━━ INPUT DATA ━━

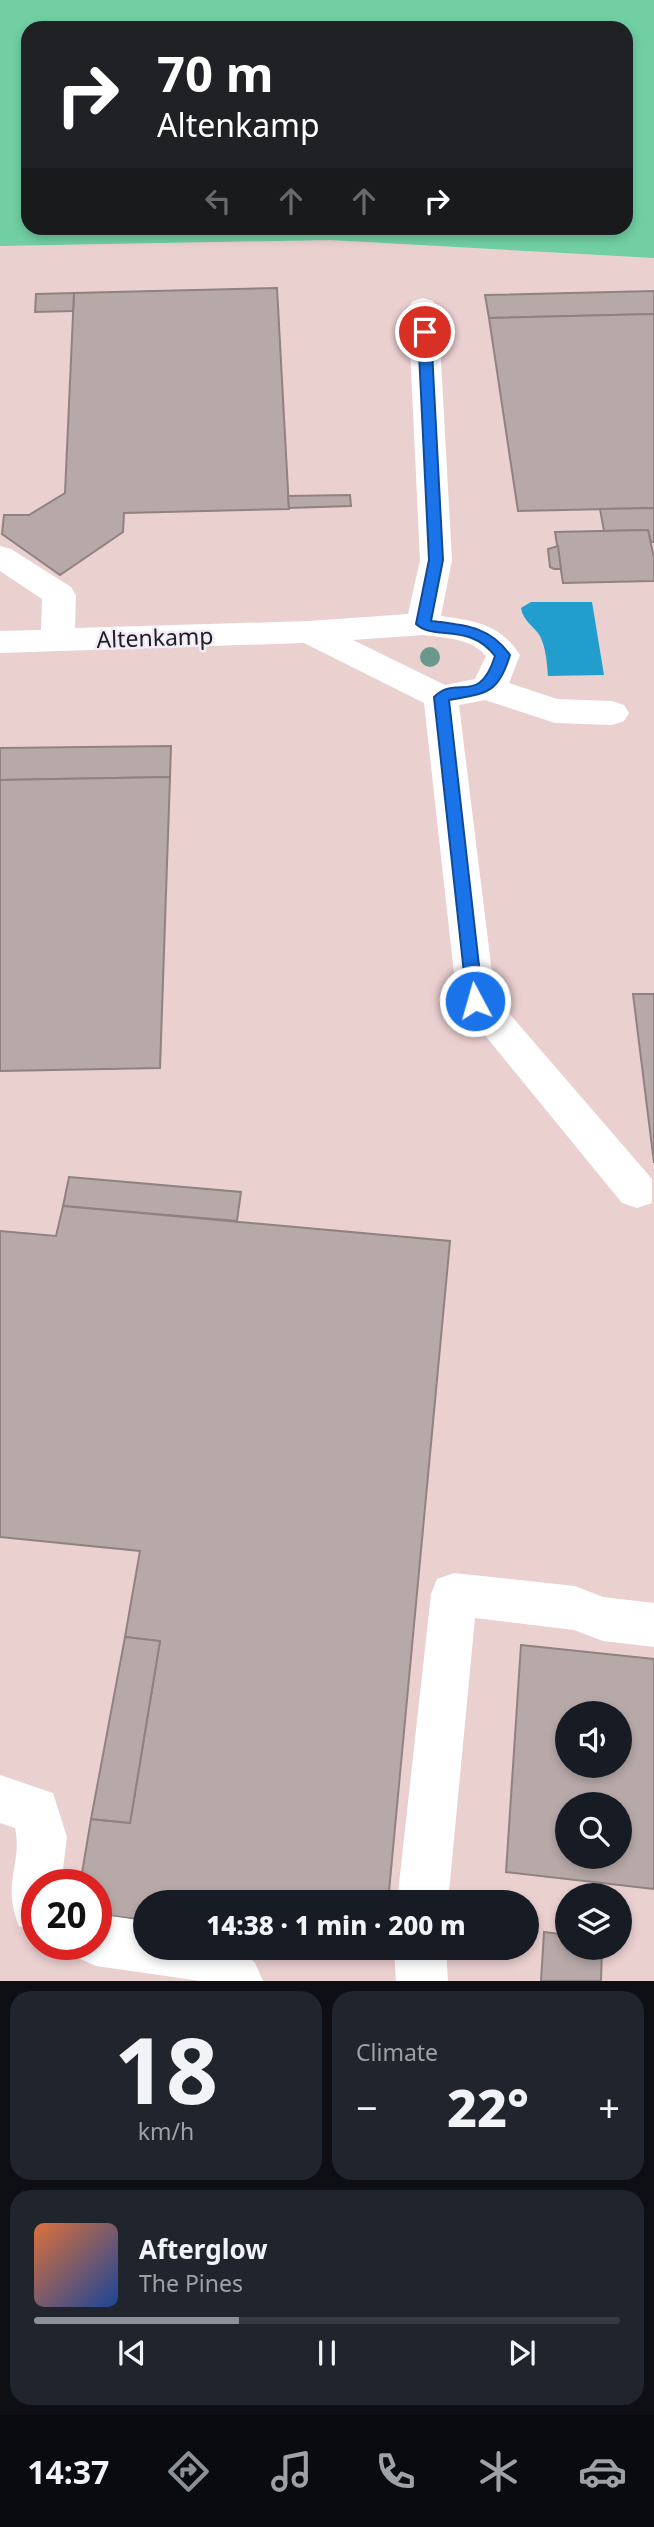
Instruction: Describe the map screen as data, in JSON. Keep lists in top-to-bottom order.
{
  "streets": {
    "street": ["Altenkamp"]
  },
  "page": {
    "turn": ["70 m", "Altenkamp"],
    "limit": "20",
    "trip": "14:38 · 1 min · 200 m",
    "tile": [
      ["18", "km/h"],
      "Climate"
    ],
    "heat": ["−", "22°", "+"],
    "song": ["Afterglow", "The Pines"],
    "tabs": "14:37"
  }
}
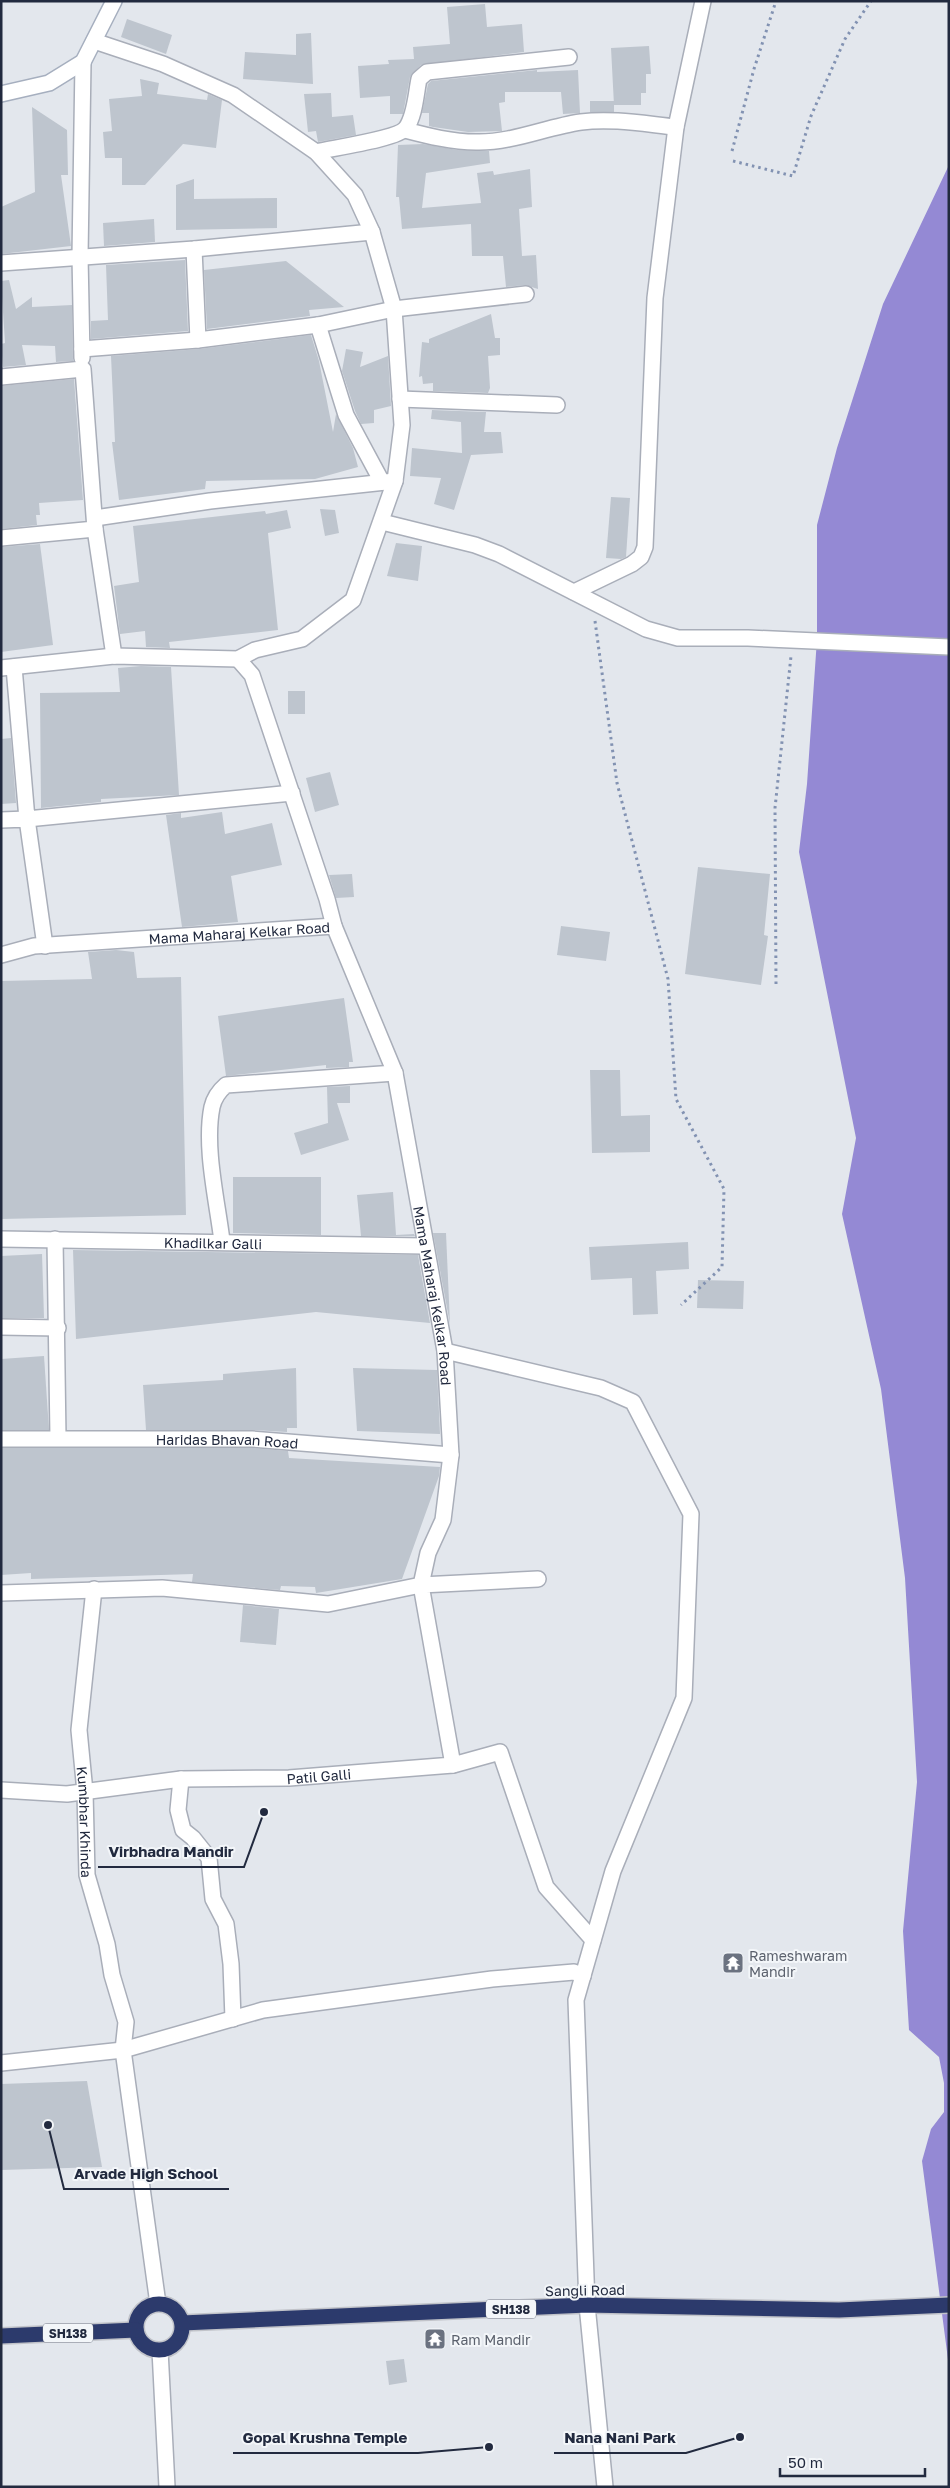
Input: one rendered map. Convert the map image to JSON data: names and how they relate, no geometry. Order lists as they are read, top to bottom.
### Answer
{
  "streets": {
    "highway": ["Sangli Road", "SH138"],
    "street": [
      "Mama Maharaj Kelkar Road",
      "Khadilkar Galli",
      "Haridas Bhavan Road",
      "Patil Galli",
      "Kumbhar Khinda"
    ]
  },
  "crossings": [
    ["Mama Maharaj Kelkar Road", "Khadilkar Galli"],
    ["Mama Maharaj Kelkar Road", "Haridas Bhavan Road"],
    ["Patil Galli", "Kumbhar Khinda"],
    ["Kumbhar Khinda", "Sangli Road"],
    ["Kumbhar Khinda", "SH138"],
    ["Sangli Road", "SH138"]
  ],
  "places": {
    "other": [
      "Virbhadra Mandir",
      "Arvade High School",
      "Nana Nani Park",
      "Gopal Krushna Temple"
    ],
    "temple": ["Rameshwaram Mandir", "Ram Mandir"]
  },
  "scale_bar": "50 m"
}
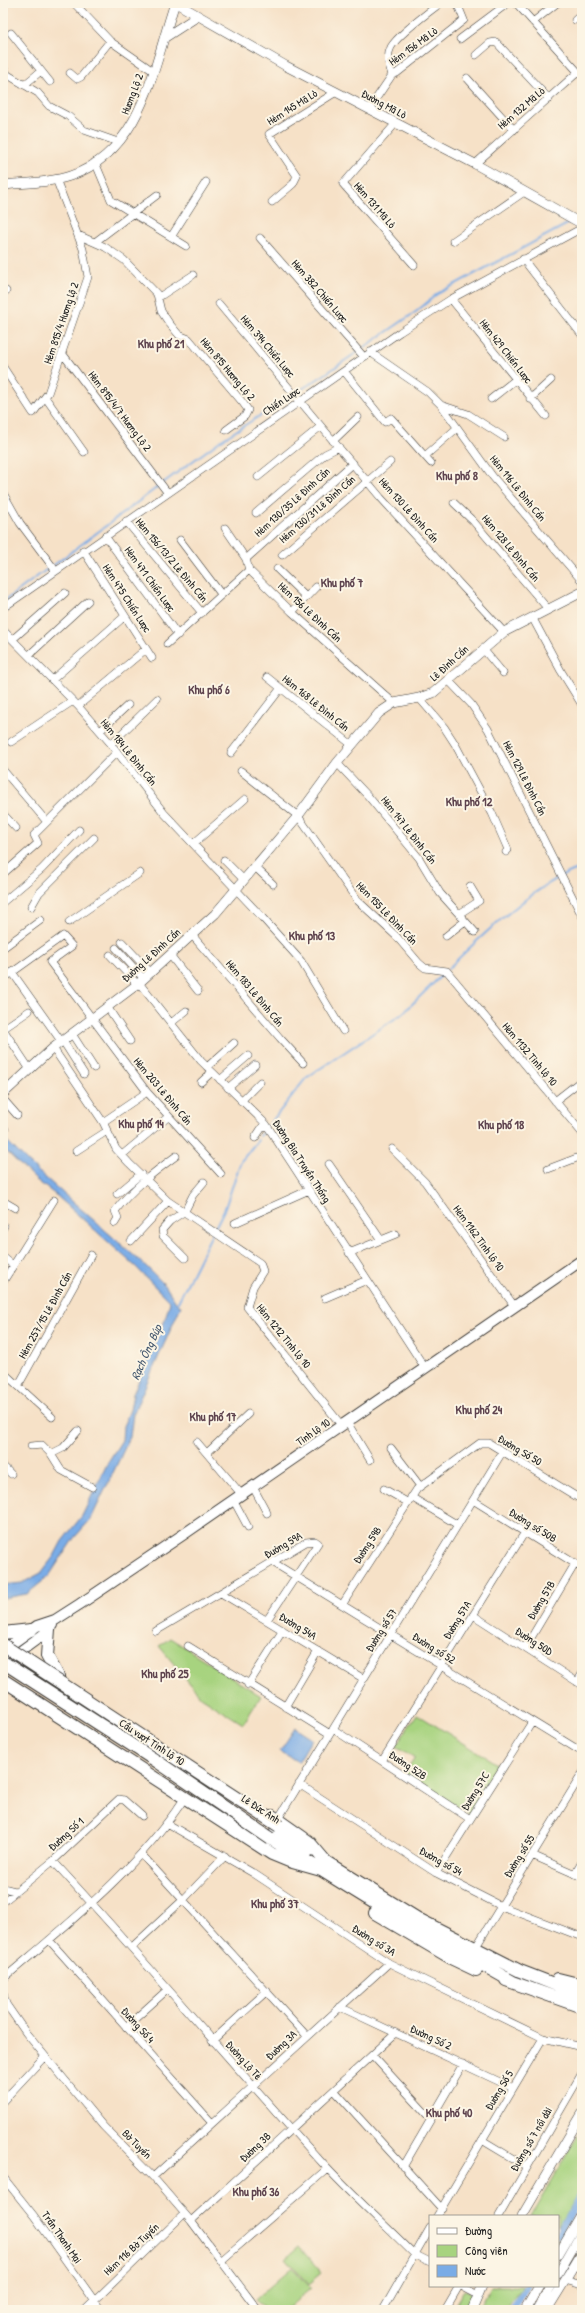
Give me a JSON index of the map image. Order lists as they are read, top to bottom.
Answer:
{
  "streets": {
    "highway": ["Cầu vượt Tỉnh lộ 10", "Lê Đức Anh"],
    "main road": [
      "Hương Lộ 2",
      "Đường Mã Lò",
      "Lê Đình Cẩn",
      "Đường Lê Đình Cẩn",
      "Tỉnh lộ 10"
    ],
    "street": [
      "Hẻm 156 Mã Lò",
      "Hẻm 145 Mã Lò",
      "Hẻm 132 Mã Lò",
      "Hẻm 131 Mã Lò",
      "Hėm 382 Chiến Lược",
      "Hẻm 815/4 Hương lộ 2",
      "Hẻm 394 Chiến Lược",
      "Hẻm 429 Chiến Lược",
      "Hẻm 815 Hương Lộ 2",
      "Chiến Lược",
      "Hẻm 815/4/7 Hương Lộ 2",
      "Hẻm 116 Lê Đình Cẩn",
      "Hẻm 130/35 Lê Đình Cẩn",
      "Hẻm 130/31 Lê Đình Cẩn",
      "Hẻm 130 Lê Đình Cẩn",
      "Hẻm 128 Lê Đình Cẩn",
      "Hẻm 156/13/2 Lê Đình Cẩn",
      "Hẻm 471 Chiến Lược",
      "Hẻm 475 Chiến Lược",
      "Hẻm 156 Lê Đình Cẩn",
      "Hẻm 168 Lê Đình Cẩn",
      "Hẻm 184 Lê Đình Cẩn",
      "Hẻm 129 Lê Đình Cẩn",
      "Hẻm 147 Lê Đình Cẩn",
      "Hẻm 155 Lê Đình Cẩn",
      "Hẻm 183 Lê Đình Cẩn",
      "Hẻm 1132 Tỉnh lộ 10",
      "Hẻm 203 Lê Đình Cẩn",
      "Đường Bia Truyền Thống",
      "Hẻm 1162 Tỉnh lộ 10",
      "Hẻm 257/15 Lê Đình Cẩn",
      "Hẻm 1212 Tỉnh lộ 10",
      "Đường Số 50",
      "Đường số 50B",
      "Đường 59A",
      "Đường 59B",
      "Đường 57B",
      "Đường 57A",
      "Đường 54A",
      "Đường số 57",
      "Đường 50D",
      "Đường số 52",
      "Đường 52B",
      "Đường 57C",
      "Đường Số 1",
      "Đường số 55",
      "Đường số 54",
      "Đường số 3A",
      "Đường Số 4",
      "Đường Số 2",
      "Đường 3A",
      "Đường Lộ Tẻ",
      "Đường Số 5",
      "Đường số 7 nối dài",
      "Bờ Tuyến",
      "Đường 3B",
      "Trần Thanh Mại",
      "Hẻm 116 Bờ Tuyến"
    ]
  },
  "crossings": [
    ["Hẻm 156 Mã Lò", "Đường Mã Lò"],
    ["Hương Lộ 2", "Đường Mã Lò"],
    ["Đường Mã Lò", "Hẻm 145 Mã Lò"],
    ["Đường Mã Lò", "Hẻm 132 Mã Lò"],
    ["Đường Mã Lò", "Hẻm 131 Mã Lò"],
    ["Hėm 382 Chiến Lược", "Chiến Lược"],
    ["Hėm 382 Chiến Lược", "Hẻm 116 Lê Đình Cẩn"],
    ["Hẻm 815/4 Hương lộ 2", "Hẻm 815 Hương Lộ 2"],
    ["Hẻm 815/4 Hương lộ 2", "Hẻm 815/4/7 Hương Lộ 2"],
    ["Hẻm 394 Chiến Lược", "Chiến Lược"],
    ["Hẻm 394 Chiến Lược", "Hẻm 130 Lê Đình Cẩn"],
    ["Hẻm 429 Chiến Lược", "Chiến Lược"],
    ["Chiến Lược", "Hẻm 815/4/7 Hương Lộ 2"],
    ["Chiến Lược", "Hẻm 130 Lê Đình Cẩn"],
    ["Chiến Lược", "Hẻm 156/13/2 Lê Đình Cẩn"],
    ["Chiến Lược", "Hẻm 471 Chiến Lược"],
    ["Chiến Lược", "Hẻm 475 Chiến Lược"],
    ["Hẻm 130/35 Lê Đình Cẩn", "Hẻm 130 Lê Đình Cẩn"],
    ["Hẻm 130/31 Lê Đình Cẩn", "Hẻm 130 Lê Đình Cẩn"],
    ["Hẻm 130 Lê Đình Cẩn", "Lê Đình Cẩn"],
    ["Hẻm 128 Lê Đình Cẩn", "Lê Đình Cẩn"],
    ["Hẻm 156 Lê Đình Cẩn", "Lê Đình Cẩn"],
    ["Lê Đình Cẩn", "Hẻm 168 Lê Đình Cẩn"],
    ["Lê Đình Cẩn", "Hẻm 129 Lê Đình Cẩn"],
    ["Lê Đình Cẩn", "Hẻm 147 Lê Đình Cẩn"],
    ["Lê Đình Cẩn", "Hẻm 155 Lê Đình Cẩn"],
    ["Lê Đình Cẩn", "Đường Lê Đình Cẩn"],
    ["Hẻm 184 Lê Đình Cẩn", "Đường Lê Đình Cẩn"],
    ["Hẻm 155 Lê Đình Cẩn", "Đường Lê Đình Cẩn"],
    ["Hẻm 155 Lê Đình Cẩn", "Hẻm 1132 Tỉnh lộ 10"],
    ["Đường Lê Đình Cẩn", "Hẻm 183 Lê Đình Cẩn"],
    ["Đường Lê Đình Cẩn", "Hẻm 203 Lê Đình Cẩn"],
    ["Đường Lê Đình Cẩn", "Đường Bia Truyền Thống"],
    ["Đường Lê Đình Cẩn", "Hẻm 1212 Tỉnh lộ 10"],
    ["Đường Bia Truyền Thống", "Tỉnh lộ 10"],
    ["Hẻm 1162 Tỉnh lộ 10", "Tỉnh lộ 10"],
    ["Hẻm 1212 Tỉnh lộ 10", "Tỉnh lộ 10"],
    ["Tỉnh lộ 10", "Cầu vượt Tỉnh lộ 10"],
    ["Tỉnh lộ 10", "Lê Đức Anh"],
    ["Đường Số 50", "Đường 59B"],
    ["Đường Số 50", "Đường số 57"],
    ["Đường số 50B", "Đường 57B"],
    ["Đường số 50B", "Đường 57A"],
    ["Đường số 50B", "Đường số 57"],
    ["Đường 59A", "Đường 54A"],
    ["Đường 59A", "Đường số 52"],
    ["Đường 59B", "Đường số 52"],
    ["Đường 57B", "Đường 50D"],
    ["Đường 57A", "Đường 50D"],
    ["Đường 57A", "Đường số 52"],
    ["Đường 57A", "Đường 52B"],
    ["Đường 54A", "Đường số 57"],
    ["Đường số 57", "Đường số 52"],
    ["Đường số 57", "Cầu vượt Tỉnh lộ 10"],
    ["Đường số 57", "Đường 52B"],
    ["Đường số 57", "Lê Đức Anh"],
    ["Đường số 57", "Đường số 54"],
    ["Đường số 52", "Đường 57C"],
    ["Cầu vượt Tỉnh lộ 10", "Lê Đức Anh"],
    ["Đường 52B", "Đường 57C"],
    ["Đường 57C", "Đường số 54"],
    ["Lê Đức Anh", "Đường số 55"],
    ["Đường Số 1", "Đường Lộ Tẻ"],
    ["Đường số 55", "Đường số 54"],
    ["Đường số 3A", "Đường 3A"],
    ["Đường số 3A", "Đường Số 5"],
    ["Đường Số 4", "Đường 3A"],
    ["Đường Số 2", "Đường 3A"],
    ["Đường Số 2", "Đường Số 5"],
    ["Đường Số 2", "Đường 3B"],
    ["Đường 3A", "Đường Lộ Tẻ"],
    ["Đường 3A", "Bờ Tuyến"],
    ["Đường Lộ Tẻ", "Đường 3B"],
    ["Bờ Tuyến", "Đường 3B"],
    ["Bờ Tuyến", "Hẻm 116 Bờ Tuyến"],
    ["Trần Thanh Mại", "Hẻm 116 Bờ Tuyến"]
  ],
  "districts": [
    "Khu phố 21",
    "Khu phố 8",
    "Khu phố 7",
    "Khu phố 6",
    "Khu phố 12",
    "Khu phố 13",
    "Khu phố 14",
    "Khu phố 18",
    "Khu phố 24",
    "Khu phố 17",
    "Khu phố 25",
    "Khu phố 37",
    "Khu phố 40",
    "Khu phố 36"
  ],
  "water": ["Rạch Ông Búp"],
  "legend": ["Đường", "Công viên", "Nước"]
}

━━━

Write out each line above with the word "Khinda".

      "Kumbhar Khinda"
    ["Patil Galli", "Kumbhar Khinda"],
    ["Kumbhar Khinda", "Sangli Road"],
    ["Kumbhar Khinda", "SH138"],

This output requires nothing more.